Supreme Court agrees to review Trump travel ban case

iStock/Thinkstock(WASHINGTON) — The Supreme Court said Monday that it is allowing parts of President Trump’s travel ban to go into effect and that the court will hear arguments in the case in October.

The announcement comes on the last day of the court’s term before summer recess.

In allowing parts of the travel ban to take effect, the court narrowed the scope of injunctions put on Trump’s executive order by lower courts.

The Supreme Court is allowing to go into effect the executive order’s temporary ban on entry into the U.S. of citizens of six Muslim-majority nations, but with an exception for people with bona fide connections to the United States. That includes foreign nationals with familial connections in the U.S., students who have been already admitted into an American university, or workers with existing job offers in the U.S.

For people with these bona fide connections, the injunctions put in place by the lower courts are upheld and these individuals will not be banned under the executive order from coming into the U.S.

But anyone else from the six listed countries — Iran, Libya, Somalia, Sudan, Syria and Yemen — and refugees who do not have bona fide connections to the U.S. will be subject to the temporary ban on entry into the United States.

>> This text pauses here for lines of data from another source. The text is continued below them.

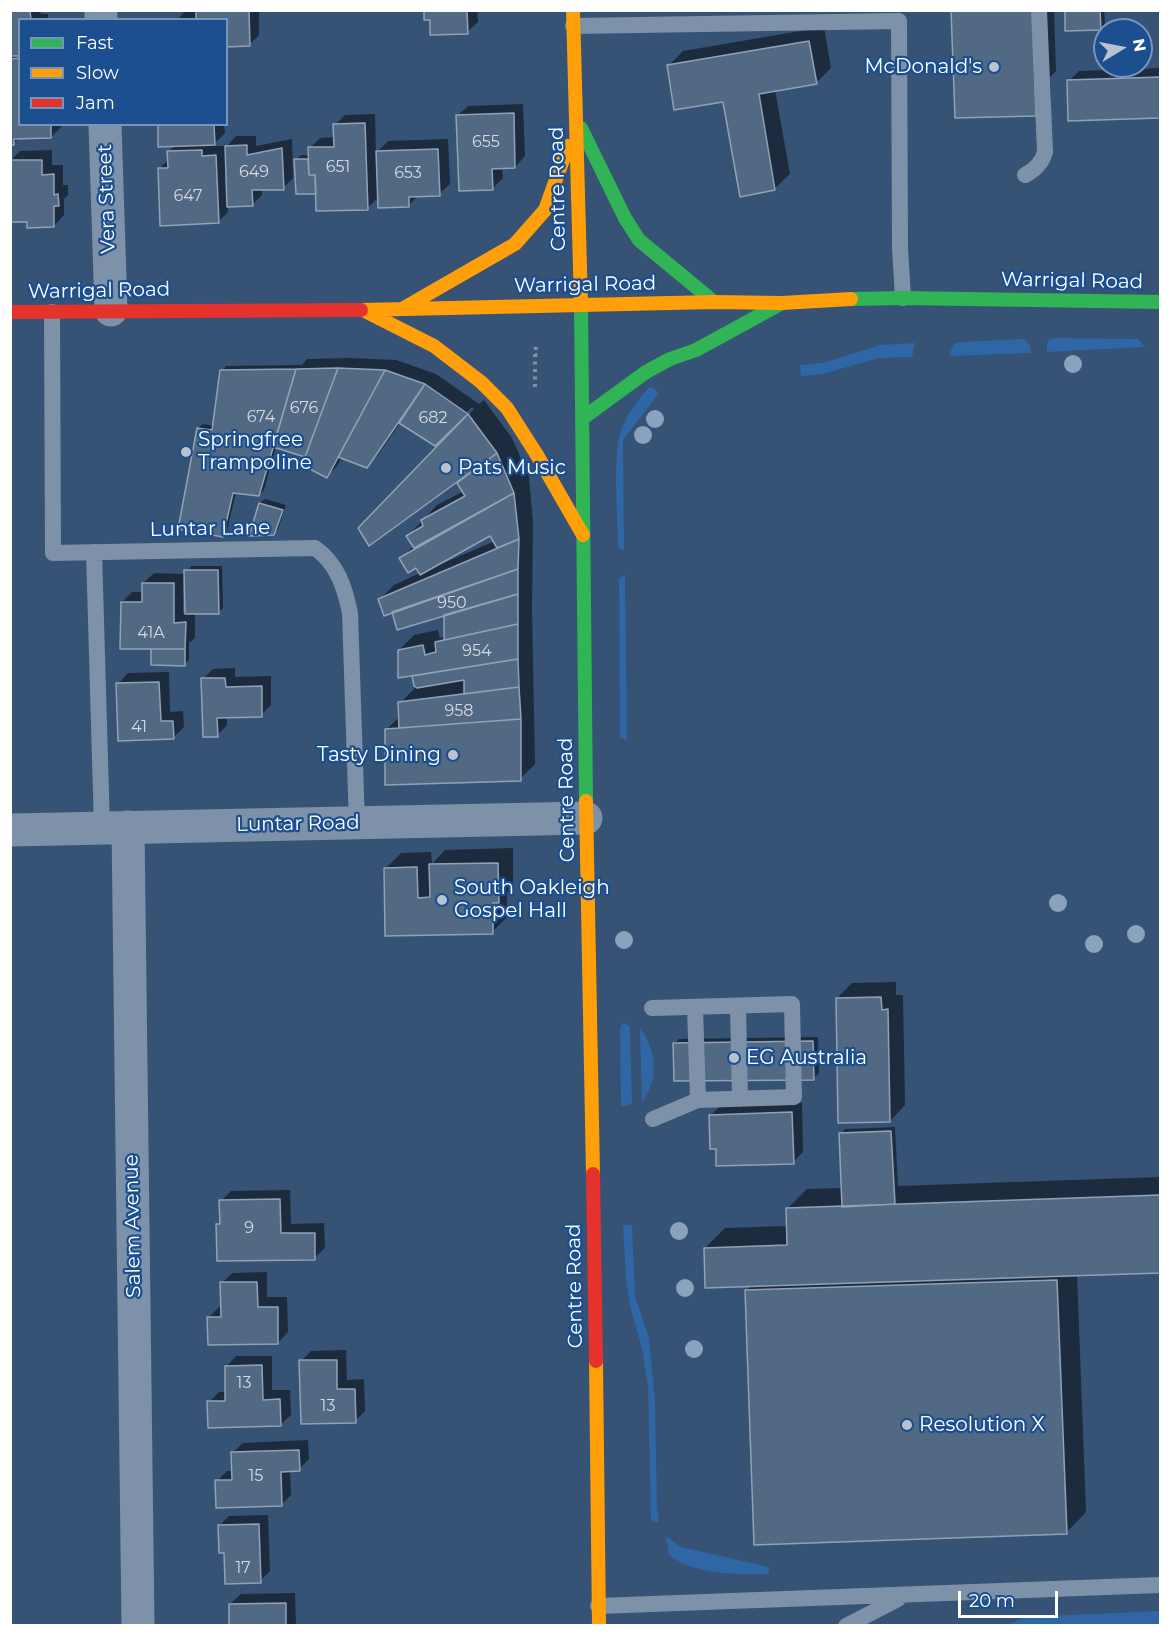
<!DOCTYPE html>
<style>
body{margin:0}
#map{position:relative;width:1171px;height:1636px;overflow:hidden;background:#365274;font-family:Montserrat,sans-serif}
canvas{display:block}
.frame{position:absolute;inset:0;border:12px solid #fff;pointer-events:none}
.legend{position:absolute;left:18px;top:18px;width:210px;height:108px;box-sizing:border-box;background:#1b4f8f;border:2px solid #7695bc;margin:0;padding:8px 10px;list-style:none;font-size:18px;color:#fff}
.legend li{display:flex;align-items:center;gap:12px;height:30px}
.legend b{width:30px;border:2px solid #7695bc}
.north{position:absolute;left:1093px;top:18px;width:60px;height:60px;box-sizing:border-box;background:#1b4f8f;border:2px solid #7695bc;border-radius:50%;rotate:80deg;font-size:16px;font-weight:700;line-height:24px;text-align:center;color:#fff}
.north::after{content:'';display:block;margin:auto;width:21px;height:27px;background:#b9c2ce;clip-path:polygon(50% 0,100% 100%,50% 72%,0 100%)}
.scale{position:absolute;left:958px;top:1591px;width:100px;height:27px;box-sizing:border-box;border:3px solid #fff;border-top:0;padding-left:8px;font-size:18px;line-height:21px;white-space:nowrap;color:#fff;-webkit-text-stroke:4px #1b4f8f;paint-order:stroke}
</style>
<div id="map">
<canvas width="1171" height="1636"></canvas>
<div class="frame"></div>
<ul class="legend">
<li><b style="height:8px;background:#30b455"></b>Fast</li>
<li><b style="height:8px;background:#ff9f0a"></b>Slow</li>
<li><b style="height:8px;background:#e5322d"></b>Jam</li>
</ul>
<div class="north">N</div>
<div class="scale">20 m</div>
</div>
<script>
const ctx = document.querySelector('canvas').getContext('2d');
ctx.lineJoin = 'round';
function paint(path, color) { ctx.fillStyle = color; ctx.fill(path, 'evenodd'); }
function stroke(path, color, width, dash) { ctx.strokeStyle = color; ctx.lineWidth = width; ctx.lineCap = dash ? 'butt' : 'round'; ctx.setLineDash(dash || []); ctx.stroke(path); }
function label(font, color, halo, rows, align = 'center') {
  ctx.font = font + ' Montserrat,sans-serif'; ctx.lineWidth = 4.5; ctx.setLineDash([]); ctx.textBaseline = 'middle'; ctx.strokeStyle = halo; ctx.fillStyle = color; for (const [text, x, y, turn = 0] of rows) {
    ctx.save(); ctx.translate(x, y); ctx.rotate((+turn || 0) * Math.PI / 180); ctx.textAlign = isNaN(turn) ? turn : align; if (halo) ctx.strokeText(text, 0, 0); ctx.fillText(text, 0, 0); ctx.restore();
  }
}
paint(new Path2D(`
 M1056 338 1138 339 1145 347 1047 352V343L1050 339Z
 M1024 339 1030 345 1031 353 949 356 953 345 959 342Z
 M915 343 912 357 879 358 823 374 801 376 800 365 823 363 880 345Z
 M648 388H653L659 393 623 440 624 551 618 547C618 516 612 458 621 431 627 414 637 401 648 388Z
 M625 575 627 741 620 737 619 579Z
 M624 1023 630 1027 632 1104 621 1107 620 1027Z
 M640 1028C656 1050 660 1079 642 1102Z
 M623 1225H632L635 1296 649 1338 655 1401 657 1507 659 1521 656 1523 651 1520 648 1386 642 1349 630 1306 626 1280Z
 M666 1536 681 1547 769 1567V1574C736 1574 697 1576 669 1555Z
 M1160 1611V1625H1009L1024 1617Z`), '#2f66a5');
paint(new Path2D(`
 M10 10H40L41 14H48V20H20V124H61V127L51 137 19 138 13 144H10V57L13 55Z
 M186 10H259V35L249 45 226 20H177Z
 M425 10H477L478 22 467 32 431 18Z
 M953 10H1054L1056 71 1050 77 1051 99Z
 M1066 10H1104L1105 24 1100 29Z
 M824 27 831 68 816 83 775 90 790 174 774 189 725 100 668 66 683 51Z
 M1160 68V116L1070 119 1069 81 1079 71Z
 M523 104 525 156 515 167H502L503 178 493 188 457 116 468 106Z
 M375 114 376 153 388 141 448 139 450 184 439 194 419 195 409 205 380 196 367 208 317 192 296 160 301 155H310V148L320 138 335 137V125L345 115Z
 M159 124H224L225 133 212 146H227L236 136H256V146L292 139 293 178 283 188 262 189V195L252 205 228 206V212L218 222 159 169 169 159 168 152 176 145Z
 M52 150V165H63V185H68V195L64 199V215L54 226 10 161 20 151Z
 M349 358 396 360 436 374 479 404 484 400 512 438 529 477 533 523 532 608 535 764 520 779 387 729 400 716V703L417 686 414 674 399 650 414 635 438 630 440 639 446 633V613L393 610 379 600 394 585 420 573 417 566 401 558 414 546 408 536 437 505 464 491 457 480 359 528 474 409 472 407 434 444 401 422 377 456 367 466 342 457 337 466 327 476 307 456 276 447 264 490 259 495 236 492 227 531 223 536 198 428 203 424 214 426 222 371 226 366 302 365 307 359ZM491 534 495 541 439 565 438 563Z
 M265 499 286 505 278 529 273 534 260 503Z
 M191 566H222L223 608 218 613H195V638L189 643V660L184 664 153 648 122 602 132 592H143V583L154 573 186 574ZM183 579H186L187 613H183Z
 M235 668V677L271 676V705L261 715 227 716V725L217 736 203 679 213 669Z
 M169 672 170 712 183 711 184 727 173 738 118 684 128 673Z
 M513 848V886L507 893V917L492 932 387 934 386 868 401 853 431 852 432 864 445 850Z
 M896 982V995H903L905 1105 890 1121 837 998 852 983Z
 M818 1037 819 1073 814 1078 675 1043 679 1039Z
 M802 1103 803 1152 793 1162 717 1147 711 1115 721 1105Z
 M895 1127 898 1186 1160 1177V1271L1077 1274 1086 1512 1067 1532 747 1290 752 1285 705 1248 725 1228 788 1226 787 1209 807 1189 843 1188 841 1134 845 1129Z
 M290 1190 291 1224 324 1223 325 1248 314 1258 218 1225 221 1221V1201L231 1191Z
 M267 1272V1297H287L288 1332 278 1343 209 1317 219 1307H222V1283L232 1273Z
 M346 1350 347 1380 364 1379 365 1411 355 1421 301 1361 311 1351Z
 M236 1356H272V1390H290L291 1415 280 1425 209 1402 219 1392H227L226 1367Z
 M308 1440 309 1459 299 1469 290 1470 291 1495 281 1505 217 1481 227 1471H233L232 1453 243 1443Z
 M268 1515 270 1571 260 1581 226 1551 219 1526 229 1516Z
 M295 1593 296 1626H231L230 1604 241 1594Z`), '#0007');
const building = new Path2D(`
 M10 10H30L31 20H20V56H10Z
 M196 10H249L250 46 226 47V20H185L196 19Z
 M424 10H467L468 34 430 35V20H424Z
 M951 10H1033L1036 116 955 118Z
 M1065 10H1100L1101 30 1065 31Z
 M809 41 817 84 759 94 775 190 740 197 723 102 674 110 667 65Z
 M20 58V124H51V138L14 139V145H10V59Z
 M1160 77V118L1068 121 1067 80Z
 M514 113 515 168 492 169 493 190 459 191 456 115Z
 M365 123 368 210 316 211 315 175H309L308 147H334L333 124Z
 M158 124H214L215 145 158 147Z
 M247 145V155L282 148 284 190H252L253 206 227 207 225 146Z
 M438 149 440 196 409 197V207L378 208 376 151Z
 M202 150V156L216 155 219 223 160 226 158 168H168L167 151Z
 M294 159H308L309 175H315L316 194H296Z
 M10 160H42V175L54 174V195L58 194 59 206H54V227L27 228V222H10Z
 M338 368 305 457 273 447 296 369Z
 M338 368 385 370 327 478 302 465Z
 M296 369 259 496 233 493 223 537 178 529 197 428 212 430 220 370Z
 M385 370 425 384 367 468 338 457Z
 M425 384 468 414 435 446 399 423Z
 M468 414 497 453 369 546 358 528Z
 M497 453 514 493 414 548 406 536 423 526 421 520 465 496 457 483Z
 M514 493 519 539 497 548 490 536 420 575 416 568 408 573 399 558Z
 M259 503 283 510 274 535 249 536Z
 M519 539 518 569 384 616 378 599Z
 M518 569V594L397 630 392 612Z
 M184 570H218L219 614H185Z
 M142 583H174V623L186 622 185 649H120L121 602H142Z
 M518 594V624L444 640V615Z
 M518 624V659L398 678V650L423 645 425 655 436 652 435 642Z
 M151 649H185V666L151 665Z
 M518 659 519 687 464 694V680L417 688 414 686 412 676Z
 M201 678H225L226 687 262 686V717L217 718 218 737H203Z
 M159 682 161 721H173L174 739 118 741 116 683Z
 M519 687 521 719 399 728 398 702Z
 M521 719V781L385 785V729Z
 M498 863 499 903H493V934L385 936 384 868 417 867 418 898 430 897 429 864Z
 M881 997 882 1010 888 1009 890 1122 838 1123 836 998Z
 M813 1041 814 1080 674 1081 673 1043Z
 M792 1112 794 1164 716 1166V1149H710L709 1115Z
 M891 1131 895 1204 842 1207 839 1133Z
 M1160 1195V1273L705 1288 704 1248 787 1245 786 1208Z
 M280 1199 281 1233H315V1260L217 1261 216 1224H220L219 1200Z
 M1057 1280 1067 1534 754 1545 745 1290Z
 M220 1282H257L258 1307H278V1344L208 1345 207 1317H221Z
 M299 1360H337V1389H355L356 1423 301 1424Z
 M262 1365 263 1400 280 1399 281 1426 208 1428 207 1401H225V1366Z
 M299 1450 300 1471 281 1472 282 1506 216 1508 215 1480H232L231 1452Z
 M259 1524 261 1583 225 1584 224 1553H219L218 1525Z
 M286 1603V1626H229V1604Z`);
paint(building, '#526984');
stroke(building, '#92a2b6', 1.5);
stroke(new Path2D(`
 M536 347 535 355H542
 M535 387V355`), '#7d92a8', 4, [3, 4.5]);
stroke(new Path2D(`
 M573 26 899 21 900 248 903 298
 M1025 175C1035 170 1042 163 1045 152L1039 10
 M52 312 53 553 315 548C337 563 345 588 350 613L357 824
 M94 552 102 828
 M738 1006 740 1099
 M695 1007 698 1100
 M652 1008 792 1004 794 1097 698 1100 653 1119
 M598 1606 1160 1585
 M846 1626 898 1599`), '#7d92a8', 16);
stroke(new Path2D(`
 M101 10V20
 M105 124 111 310
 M128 827 138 1626
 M10 830 586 818`), '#7d92a8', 33);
stroke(new Path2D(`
 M581 128 625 218 639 240 714 302
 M851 299 903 298 1160 302
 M581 305 586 801
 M583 418 646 372 670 359 696 350 782 303`), '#30b455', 14);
stroke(new Path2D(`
 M573 10 581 305
 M402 309 515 244 545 210 568 146
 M361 310 714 302 782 303 851 299
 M363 310 434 346 481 382 507 408 537 455 583 535
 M586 801 593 1174
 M596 1361 599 1626`), '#ff9f0a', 14);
stroke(new Path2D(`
 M10 312 361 310
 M593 1174 596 1361`), '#e5322d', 14);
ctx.fillStyle = '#8aa2be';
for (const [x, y] of [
 [1073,364],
 [655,419],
 [643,435],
 [1058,903],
 [1136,934],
 [624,940],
 [1094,944],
 [679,1231],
 [685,1288],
 [694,1349]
]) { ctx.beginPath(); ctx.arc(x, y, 9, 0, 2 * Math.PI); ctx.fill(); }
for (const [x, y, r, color] of [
 [994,67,6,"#b9c2ce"],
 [186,452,6,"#b9c2ce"],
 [446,468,6,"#b9c2ce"],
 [453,755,6,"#b9c2ce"],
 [442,900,6,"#b9c2ce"],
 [734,1058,6,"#b9c2ce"],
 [907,1425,6,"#b9c2ce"]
]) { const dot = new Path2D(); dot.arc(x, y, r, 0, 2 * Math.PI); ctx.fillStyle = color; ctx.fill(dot); stroke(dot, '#1b4f8f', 2); }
label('16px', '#d4dae0', null, [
 ["655",486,142],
 ["651",338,167],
 ["649",254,172],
 ["653",408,173],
 ["647",188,196],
 ["676",304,408],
 ["674",261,417],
 ["682",433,418],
 ["950",452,603],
 ["41A",151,633],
 ["954",477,651],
 ["958",459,711],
 ["41",139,727],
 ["9",249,1228],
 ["13",244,1383],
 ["13",328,1406],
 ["15",256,1476],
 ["17",243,1568]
]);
label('20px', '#fff', '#1b4f8f', [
 ["McDonald's",982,67,"right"],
 ["Springfree",198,440],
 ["Trampoline",198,463],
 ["Pats Music",458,468],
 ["Tasty Dining",441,755,"right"],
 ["South Oakleigh",454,888],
 ["Gospel Hall",454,911],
 ["EG Australia",746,1058],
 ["Resolution X",919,1425]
], 'left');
label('20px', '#fff', '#1b4f8f', [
 ["Centre Road",558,189,-91],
 ["Vera Street",107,199,-92],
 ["Warrigal Road",1072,281,1],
 ["Warrigal Road",585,285,-1],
 ["Warrigal Road",99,291,-1],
 ["Luntar Lane",210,529,-1],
 ["Centre Road",567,800,-91],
 ["Luntar Road",298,824,-1],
 ["Salem Avenue",133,1226,-91],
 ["Centre Road",575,1286,-91]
]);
</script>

The high court’s order issued Monday was a per curium order, meaning that there was no specific author identified, but three of the more conservative justices — Clarence Thomas, Samuel Alito and Neil Gorsuch — all wrote separately to say that they supported reversing the lower courts’ injunctions in full and letting the ban go completely into effect.

Trump’s executive order, titled “Protecting the Nation from Foreign Terrorist Entry into the United States” was issued in March. It ordered a 90-day ban on entry into the U.S. of people from the six predominantly Muslim countries and a 120-day suspension on accepting refugees from anywhere in the world.